Au début de l’été, la Chambre d’Agriculture organisait, avec l’abattoir de Blancafort, des réunions d’information à destination des agriculteurs sur la filière dindes.
Prétendre qu’il s’agirait là d’une filière de haut-de-gamme et d’authenticité du produit serait évidemment un leurre. Pour autant, c’est bien un enjeu territorial, pour le Cher, que de développer l’élevage de volailles.
En 2012, l’abattoir de Blacafort, qui appartenait alors au groupe Doux, était menacé de fermeture.
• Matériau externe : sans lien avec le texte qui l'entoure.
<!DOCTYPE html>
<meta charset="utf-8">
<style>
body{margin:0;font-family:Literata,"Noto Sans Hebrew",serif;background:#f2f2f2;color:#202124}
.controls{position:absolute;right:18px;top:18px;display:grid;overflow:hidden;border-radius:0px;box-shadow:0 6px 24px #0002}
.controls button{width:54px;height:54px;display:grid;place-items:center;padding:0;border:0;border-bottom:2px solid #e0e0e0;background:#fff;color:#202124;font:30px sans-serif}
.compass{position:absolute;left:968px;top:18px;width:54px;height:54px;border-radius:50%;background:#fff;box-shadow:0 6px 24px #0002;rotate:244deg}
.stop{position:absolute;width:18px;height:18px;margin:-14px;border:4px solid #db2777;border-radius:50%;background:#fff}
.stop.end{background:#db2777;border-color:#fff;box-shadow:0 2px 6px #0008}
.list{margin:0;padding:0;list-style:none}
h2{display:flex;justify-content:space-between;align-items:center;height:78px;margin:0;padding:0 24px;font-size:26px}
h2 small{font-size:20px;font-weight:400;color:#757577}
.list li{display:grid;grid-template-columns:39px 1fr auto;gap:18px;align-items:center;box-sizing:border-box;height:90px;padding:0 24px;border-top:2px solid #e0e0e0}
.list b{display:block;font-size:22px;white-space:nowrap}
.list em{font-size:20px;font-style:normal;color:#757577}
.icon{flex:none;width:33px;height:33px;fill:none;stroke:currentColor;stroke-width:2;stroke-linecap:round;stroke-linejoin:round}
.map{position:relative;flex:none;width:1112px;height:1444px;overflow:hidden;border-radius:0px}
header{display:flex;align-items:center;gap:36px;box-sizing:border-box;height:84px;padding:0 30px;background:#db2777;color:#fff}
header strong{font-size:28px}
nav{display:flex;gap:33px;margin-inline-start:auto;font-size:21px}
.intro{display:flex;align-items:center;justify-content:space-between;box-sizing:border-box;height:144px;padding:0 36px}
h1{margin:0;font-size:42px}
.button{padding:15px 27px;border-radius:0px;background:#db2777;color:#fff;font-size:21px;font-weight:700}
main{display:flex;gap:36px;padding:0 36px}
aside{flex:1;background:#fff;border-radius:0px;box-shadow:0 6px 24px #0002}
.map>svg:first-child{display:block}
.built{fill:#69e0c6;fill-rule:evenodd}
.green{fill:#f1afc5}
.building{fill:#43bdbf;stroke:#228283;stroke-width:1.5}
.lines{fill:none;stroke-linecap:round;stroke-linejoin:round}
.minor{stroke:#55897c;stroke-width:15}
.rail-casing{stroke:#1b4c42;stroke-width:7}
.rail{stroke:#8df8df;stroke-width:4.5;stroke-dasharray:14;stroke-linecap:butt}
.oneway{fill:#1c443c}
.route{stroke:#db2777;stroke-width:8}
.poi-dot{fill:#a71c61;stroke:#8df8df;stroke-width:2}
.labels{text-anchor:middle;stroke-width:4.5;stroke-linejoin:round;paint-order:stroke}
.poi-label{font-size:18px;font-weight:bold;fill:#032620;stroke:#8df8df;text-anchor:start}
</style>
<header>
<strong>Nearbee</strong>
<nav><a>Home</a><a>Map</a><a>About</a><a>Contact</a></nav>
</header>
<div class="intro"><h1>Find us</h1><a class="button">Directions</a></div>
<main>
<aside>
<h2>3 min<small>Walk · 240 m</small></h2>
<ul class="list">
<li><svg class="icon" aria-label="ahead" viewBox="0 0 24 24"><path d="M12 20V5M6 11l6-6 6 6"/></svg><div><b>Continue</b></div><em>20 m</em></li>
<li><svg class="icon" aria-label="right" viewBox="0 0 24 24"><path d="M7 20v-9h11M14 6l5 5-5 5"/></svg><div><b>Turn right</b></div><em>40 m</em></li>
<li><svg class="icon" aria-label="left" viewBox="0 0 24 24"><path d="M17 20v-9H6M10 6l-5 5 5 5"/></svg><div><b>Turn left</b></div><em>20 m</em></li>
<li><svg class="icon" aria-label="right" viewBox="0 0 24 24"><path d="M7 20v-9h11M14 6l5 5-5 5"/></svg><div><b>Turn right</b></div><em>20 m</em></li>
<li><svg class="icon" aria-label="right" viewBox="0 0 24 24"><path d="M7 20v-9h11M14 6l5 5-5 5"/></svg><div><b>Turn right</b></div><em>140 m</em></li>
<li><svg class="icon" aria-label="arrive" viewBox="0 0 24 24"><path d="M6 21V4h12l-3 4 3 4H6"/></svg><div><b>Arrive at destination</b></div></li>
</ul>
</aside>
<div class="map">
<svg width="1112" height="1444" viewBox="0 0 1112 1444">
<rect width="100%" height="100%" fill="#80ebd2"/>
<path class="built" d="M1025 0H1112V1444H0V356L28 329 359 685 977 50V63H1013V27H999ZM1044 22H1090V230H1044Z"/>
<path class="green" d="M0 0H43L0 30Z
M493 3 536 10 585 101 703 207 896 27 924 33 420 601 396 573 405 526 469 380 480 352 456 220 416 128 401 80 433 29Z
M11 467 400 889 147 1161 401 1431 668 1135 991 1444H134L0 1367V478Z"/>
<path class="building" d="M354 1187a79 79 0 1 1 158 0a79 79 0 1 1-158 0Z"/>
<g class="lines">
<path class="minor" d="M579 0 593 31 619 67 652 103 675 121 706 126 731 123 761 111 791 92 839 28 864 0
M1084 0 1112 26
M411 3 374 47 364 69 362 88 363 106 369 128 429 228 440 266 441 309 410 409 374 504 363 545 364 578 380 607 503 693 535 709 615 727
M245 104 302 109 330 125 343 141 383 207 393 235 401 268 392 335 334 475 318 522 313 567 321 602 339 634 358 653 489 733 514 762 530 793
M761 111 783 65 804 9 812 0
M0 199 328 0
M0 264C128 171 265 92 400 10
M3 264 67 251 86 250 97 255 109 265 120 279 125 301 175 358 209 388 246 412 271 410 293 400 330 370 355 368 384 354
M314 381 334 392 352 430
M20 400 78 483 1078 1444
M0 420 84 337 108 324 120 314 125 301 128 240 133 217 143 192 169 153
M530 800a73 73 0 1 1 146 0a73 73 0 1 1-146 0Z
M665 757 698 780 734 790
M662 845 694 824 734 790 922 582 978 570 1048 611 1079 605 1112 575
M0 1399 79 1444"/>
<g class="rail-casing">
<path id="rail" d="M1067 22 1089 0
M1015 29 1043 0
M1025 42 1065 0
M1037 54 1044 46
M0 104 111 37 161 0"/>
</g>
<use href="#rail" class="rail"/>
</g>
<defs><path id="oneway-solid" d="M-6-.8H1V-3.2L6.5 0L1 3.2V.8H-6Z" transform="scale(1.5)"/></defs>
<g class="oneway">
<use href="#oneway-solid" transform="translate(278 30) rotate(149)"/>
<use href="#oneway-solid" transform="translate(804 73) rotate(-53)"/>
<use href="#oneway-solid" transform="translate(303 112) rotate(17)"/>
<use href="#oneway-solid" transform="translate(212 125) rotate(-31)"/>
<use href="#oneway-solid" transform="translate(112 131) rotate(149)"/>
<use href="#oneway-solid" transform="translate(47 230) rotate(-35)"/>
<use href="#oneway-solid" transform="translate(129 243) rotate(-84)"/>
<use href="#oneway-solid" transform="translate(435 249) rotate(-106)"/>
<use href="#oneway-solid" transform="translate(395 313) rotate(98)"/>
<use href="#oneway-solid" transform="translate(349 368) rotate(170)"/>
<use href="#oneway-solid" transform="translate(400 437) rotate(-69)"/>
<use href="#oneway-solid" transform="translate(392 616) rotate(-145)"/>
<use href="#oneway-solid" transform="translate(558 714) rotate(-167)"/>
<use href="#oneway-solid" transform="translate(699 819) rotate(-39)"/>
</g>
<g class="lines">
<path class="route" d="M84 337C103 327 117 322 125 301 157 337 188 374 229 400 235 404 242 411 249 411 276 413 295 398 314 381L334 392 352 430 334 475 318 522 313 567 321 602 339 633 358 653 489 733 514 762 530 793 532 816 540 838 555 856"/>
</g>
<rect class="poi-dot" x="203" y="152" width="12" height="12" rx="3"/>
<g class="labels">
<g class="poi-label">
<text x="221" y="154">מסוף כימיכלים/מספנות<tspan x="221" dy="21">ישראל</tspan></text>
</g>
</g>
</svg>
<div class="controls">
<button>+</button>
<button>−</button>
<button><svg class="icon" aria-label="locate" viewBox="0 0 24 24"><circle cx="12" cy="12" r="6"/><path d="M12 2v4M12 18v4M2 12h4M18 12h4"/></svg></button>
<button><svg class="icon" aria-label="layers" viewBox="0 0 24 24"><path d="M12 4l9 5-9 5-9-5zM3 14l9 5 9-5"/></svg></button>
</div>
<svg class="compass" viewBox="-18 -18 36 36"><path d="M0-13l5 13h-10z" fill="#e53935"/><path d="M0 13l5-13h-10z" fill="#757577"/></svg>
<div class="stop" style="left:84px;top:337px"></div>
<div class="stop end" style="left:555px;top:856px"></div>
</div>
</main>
Une forte mobilisation à laquelle j’avais contribué avait permis de maintenir cet outil moderne, contribuant largement à l’emploi dans le secteur. Or, pour des raisons historiques, l’abattoir s’alimentait fort peu en volailles produites en proximité. Un des paris des repreneurs était d’y remédier et de développer une filière en région Centre, proche de la région parisienne. Dans notre région, la concentration des élevages n’est pas telle qu’elle pose, comme dans l’ouest, de très sérieux problèmes environnementaux. On peut même défendre que la complémentarité entre élevage et culture (aliment, réutilisation des fumiers pour amender les sols, répartition des risques économiques…) pourrait utilement s’illustrer à cette occasion.
Or le développement des élevages ne s’est guère fait jusqu’à ce jour. Les graves difficultés de la moisson dans le Cher susciteront-elles des envies de diversification ? ou au contraire, bloqueront-elles tout nouvel investissement ? Je ne sais. Mais je suis convaincue, de longue date, que l’ensemble des acteurs publics et professionnels doivent porter ce projet s’ils ne veulent pas se retrouver à nouveau, au cœur d’un été, à devoir se battre pour éviter la fermeture du site.
Faut-il accompagner le projet d’un enjeu de montée en gamme pour séduire le territoire ? C’est aux acteurs économiques d’y travailler.